## Task item
Take every line in the entries that includes the word "above" and copy it.

★ ★ ★ ★

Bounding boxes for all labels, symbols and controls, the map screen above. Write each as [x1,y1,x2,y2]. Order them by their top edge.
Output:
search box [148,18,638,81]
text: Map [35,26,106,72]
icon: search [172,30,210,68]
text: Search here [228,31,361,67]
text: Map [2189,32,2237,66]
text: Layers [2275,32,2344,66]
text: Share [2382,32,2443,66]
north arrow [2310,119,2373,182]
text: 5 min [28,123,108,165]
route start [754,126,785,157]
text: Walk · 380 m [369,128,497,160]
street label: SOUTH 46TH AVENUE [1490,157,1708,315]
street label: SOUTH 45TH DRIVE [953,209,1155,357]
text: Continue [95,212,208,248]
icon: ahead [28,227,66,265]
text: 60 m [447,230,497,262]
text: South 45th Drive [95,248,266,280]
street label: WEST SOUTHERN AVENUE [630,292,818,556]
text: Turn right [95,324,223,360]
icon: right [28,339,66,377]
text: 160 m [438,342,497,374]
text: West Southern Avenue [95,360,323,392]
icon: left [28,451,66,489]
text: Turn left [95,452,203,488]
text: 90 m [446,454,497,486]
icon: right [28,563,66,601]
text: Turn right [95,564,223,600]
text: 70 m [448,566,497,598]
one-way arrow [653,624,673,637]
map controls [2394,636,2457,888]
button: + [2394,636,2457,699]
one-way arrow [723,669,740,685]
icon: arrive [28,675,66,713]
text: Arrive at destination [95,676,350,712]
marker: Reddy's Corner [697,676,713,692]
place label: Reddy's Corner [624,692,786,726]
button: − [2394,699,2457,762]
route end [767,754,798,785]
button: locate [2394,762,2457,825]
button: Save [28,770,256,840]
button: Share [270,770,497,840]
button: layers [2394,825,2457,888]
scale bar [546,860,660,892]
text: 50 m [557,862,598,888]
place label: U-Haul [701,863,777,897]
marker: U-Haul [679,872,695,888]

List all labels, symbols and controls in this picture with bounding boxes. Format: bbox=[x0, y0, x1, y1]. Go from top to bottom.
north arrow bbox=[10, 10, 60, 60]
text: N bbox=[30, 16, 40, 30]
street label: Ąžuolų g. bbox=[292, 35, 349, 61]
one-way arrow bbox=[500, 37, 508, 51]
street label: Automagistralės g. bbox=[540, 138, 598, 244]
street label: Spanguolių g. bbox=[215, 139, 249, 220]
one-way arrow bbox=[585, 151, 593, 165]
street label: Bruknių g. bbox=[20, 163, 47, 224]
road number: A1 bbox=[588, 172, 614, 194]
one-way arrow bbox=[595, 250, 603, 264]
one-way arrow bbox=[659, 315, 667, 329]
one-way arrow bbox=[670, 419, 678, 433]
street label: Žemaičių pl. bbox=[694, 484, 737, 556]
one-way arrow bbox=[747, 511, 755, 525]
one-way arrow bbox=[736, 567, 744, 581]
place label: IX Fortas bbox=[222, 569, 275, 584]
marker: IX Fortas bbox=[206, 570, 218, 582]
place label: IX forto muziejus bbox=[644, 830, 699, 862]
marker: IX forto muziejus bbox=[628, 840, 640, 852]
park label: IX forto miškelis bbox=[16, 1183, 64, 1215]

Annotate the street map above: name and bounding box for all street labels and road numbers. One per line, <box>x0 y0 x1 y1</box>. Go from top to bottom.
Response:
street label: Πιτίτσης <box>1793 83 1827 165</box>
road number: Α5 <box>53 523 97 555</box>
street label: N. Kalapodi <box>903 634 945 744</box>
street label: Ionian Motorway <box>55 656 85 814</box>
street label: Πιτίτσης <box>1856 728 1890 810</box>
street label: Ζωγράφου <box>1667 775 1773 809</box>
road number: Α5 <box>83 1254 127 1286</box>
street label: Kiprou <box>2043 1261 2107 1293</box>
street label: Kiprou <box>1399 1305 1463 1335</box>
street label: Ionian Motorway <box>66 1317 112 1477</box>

★ ★ ★ ★

## Written reply
Bounding boxes for all labels, symbols and controls, the map screen above. Write each as [x1,y1,x2,y2]. Order them by their top edge.
Annotate the street map above: name and bounding box for all street labels and road numbers. One per line, <box>x0 y0 x1 y1</box>. Go from top to bottom.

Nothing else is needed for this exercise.